* Problem description *
Search the material for the string "they" and copy each line where it occurs.

[Task inputs]

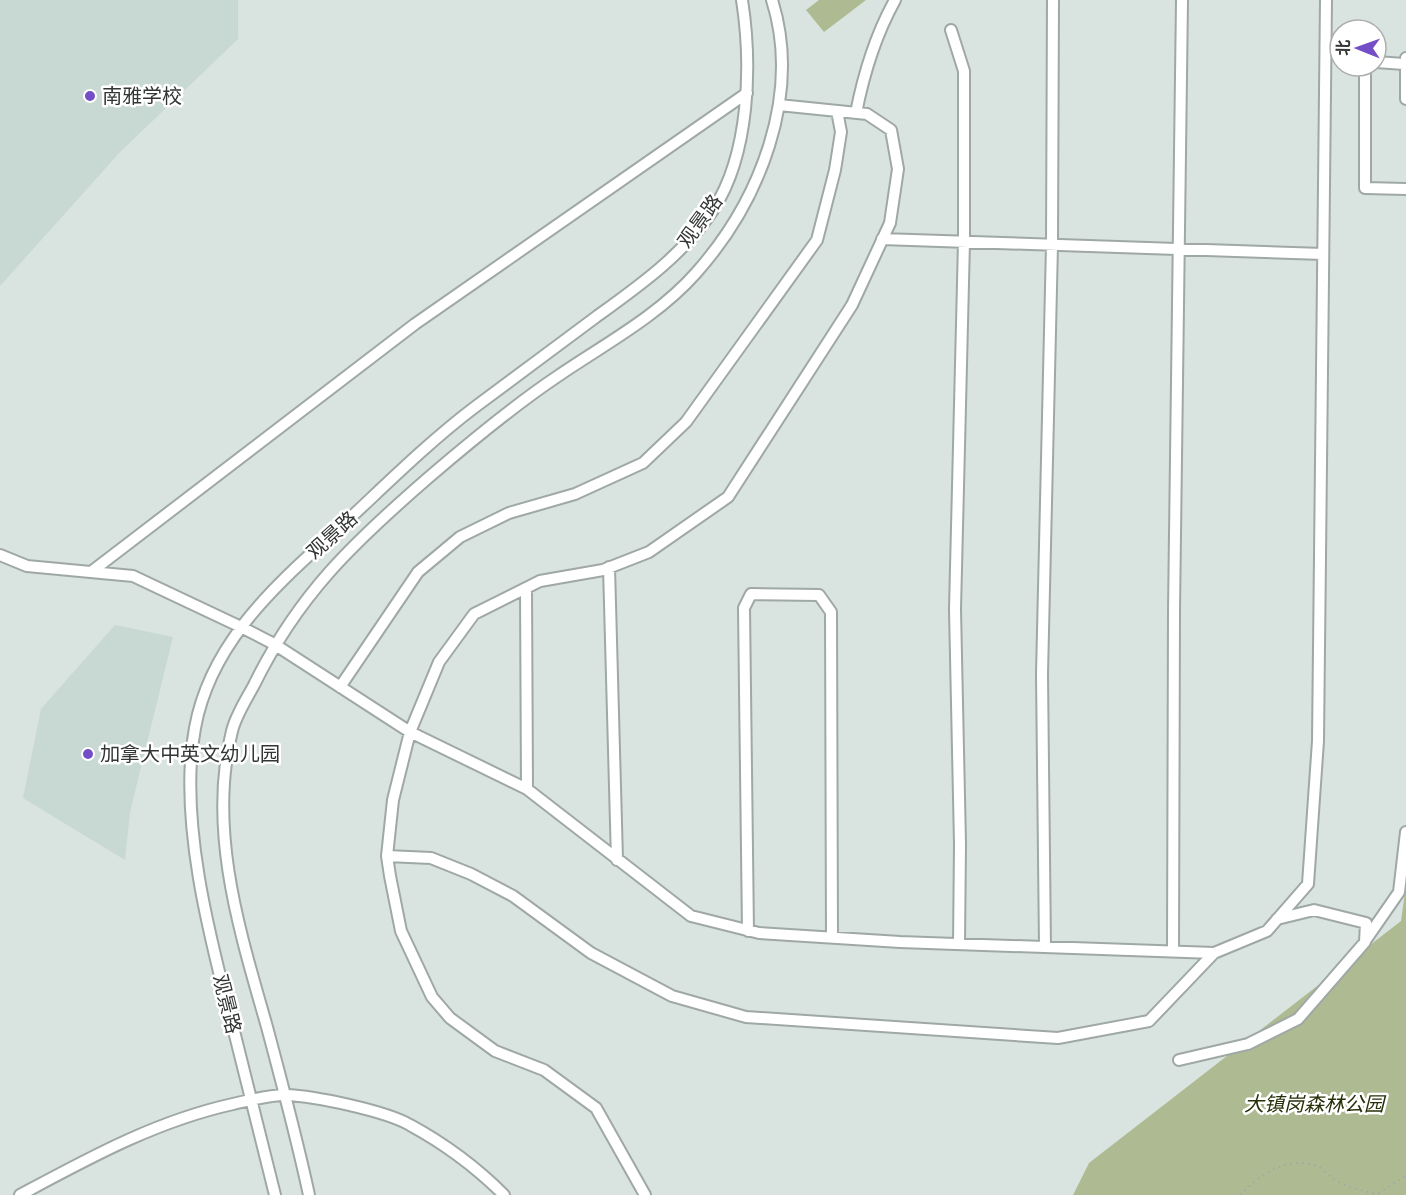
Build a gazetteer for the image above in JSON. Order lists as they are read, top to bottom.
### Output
{
  "streets": {
    "street": ["观景路"]
  },
  "parks": ["大镇岗森林公园"],
  "places": ["南雅学校", "加拿大中英文幼儿园"],
  "north": "left"
}
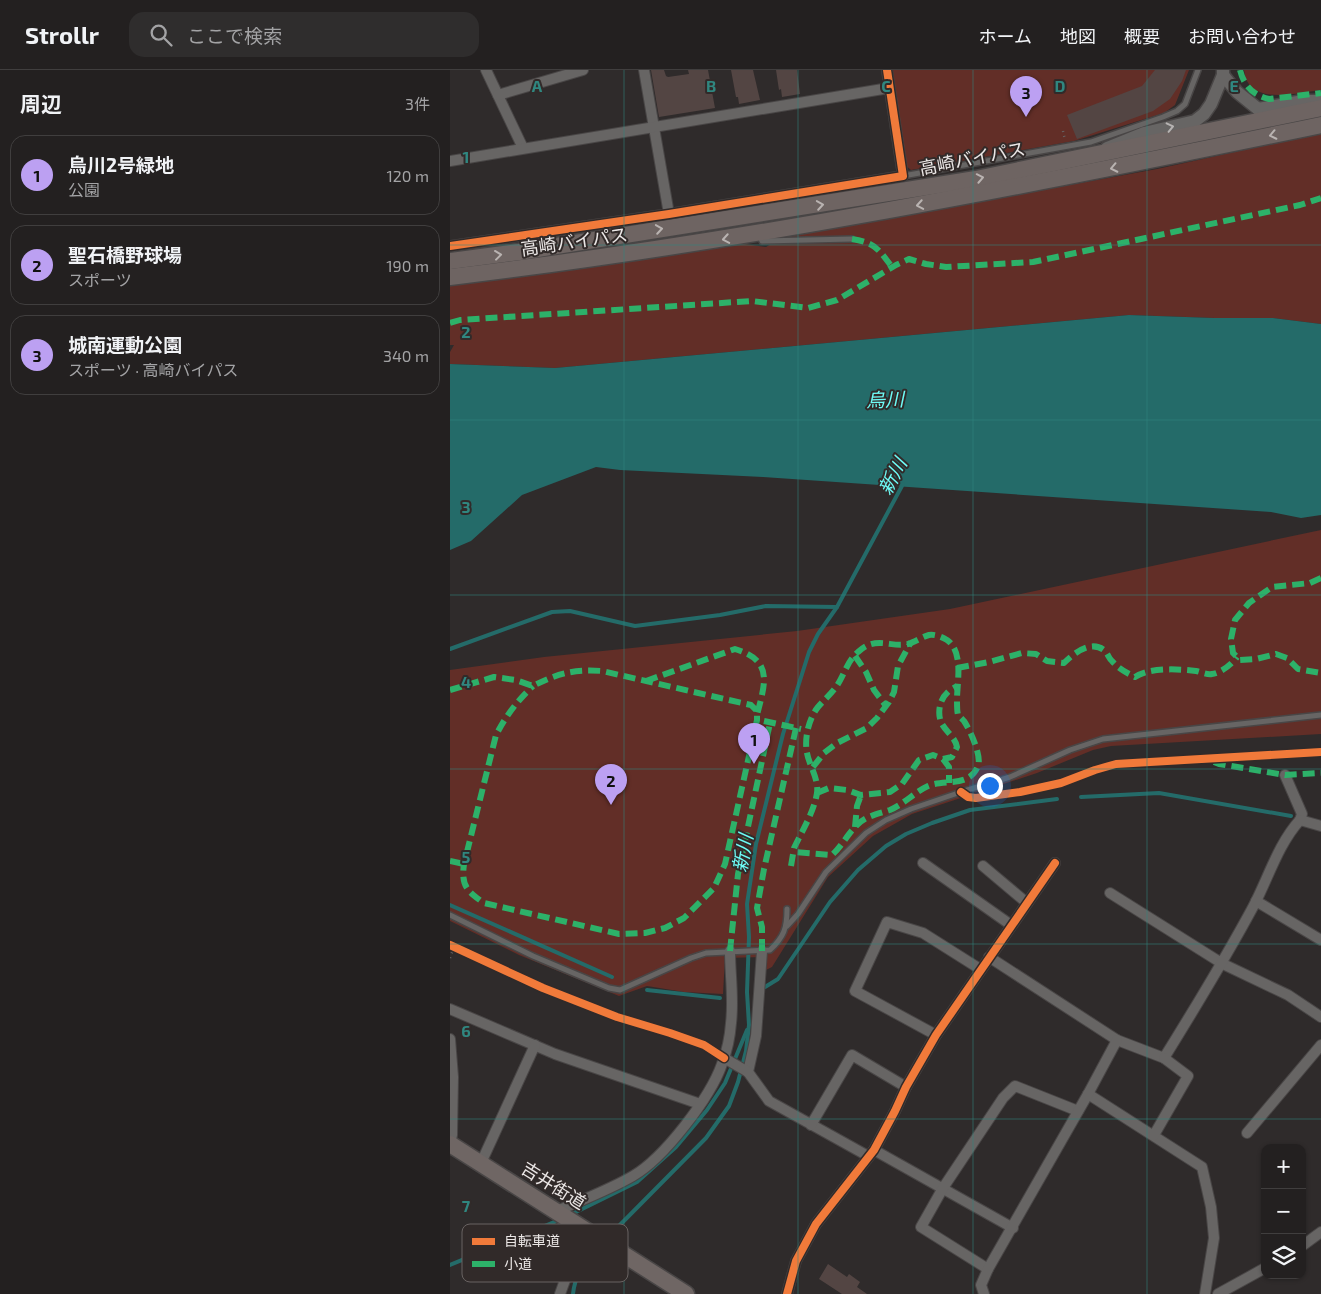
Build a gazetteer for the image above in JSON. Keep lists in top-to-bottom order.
{
  "streets": {
    "highway": ["高崎バイパス"],
    "main road": ["吉井街道"]
  },
  "water": ["烏川", "新川"],
  "legend": ["自転車道", "小道"],
  "page": {
    "header": "Strollr",
    "search": "ここで検索",
    "nav": [
      "ホーム",
      "地図",
      "概要",
      "お問い合わせ"
    ],
    "heading": ["周辺", "3件"],
    "pins": ["3", "1", "2"],
    "list": [
      {
        "mark": "1",
        "name": "烏川2号緑地",
        "note": "公園",
        "value": "120 m"
      },
      {
        "mark": "2",
        "name": "聖石橋野球場",
        "note": "スポーツ",
        "value": "190 m"
      },
      {
        "mark": "3",
        "name": "城南運動公園",
        "note": "スポーツ · 高崎バイパス",
        "value": "340 m"
      }
    ],
    "map_buttons": ["+", "−"]
  },
  "grid": {
    "columns": [
      "A",
      "B",
      "C",
      "D",
      "E"
    ],
    "rows": [
      "1",
      "2",
      "3",
      "4",
      "5",
      "6",
      "7"
    ]
  }
}
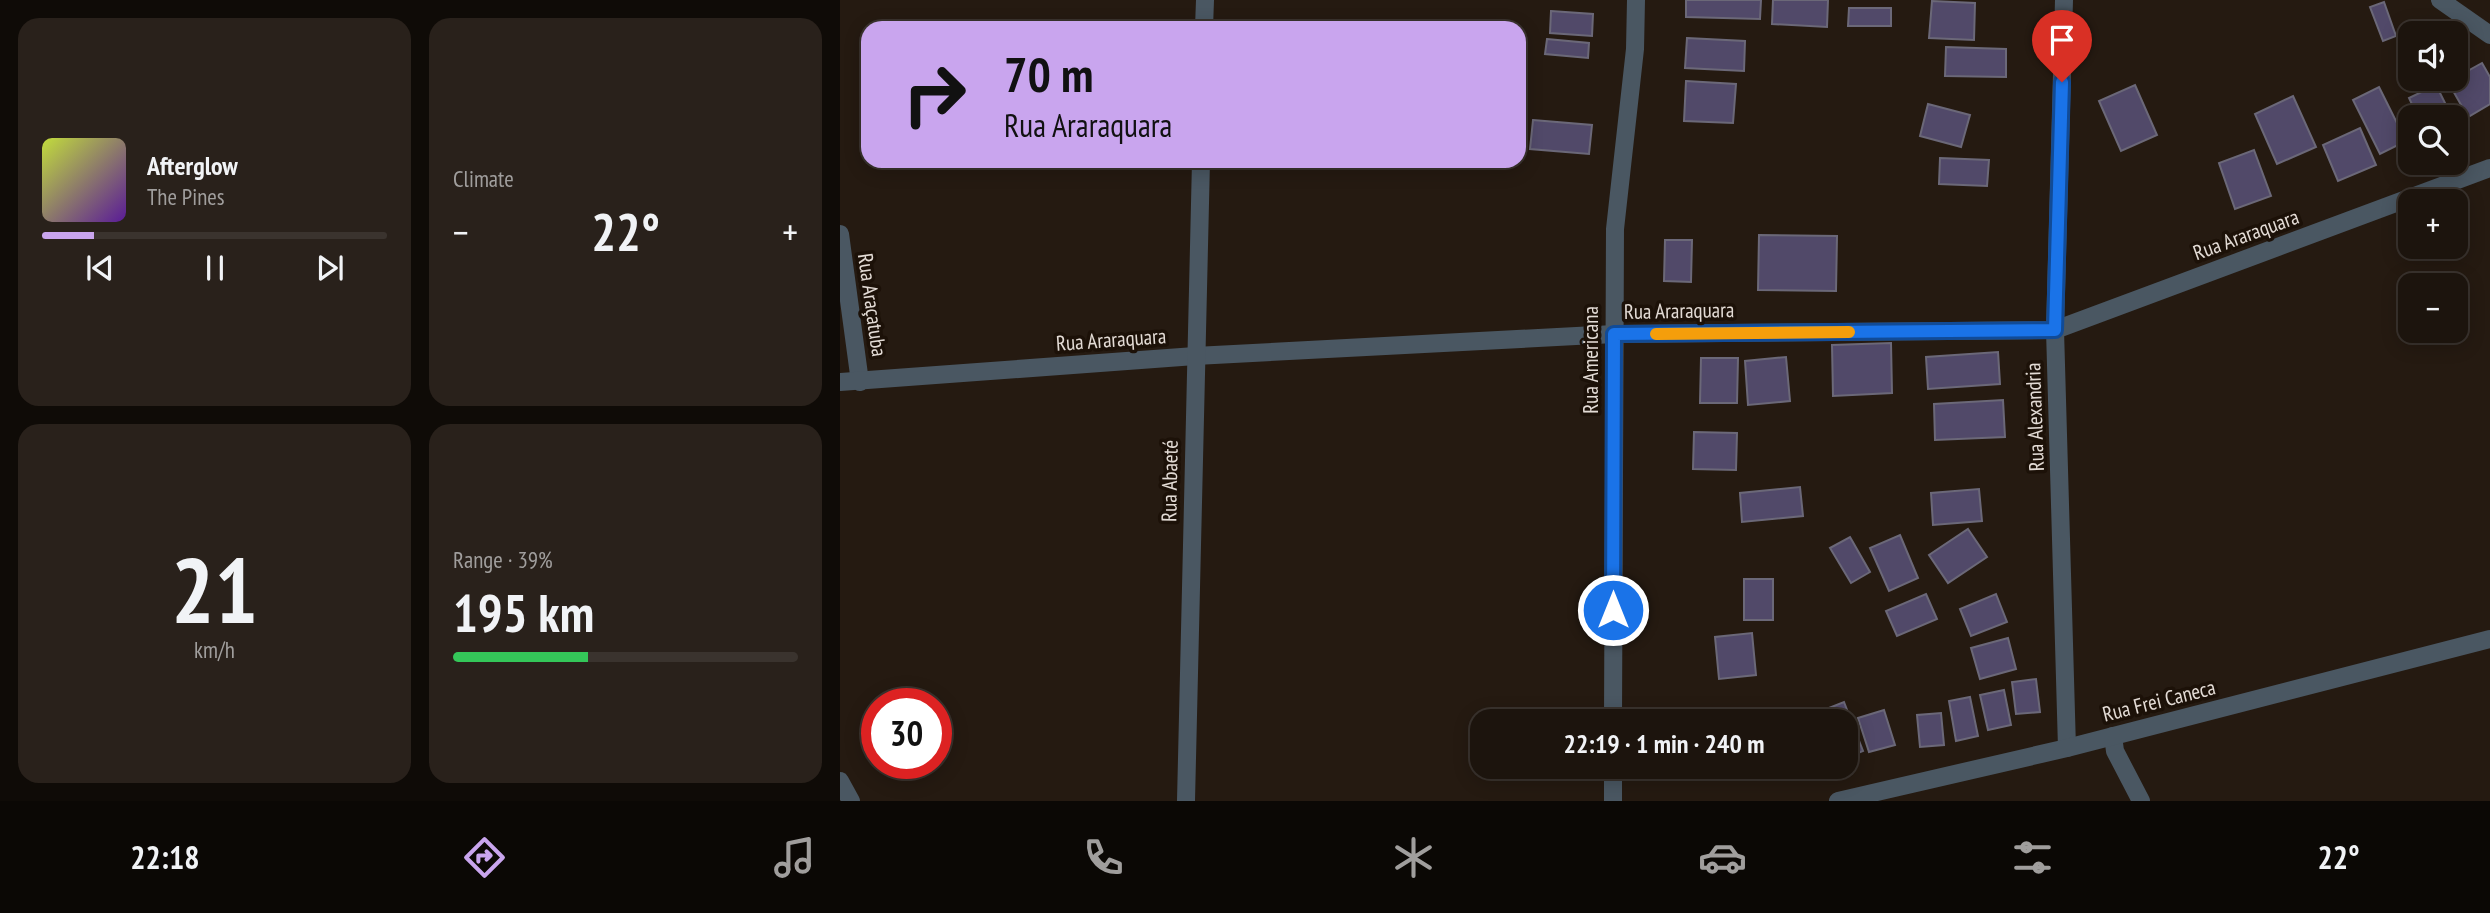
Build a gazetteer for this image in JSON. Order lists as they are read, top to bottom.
{
  "streets": {
    "street": [
      "Rua Araraquara",
      "Rua Araçatuba",
      "Rua Americana",
      "Rua Alexandria",
      "Rua Abaeté",
      "Rua Frei Caneca"
    ]
  },
  "crossings": [
    ["Rua Araraquara", "Rua Araçatuba"],
    ["Rua Araraquara", "Rua Americana"],
    ["Rua Araraquara", "Rua Alexandria"],
    ["Rua Araraquara", "Rua Abaeté"],
    ["Rua Alexandria", "Rua Frei Caneca"]
  ],
  "page": {
    "tile": [
      "Climate",
      ["21", "km/h"],
      ["Range · 39%", "195 km"]
    ],
    "map_buttons": ["+", "−"],
    "turn": ["70 m", "Rua Araraquara"],
    "song": ["Afterglow", "The Pines"],
    "heat": ["−", "22°", "+"],
    "limit": "30",
    "trip": "22:19 · 1 min · 240 m",
    "tabs": ["22:18", "22°"]
  }
}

[/Task inputs]

* Response for this exercise *
Build a gazetteer for the image above in JSON. Order lists as they are read, top to bottom.
Build a gazetteer for this image in JSON. Order lists as they are read, top to bottom.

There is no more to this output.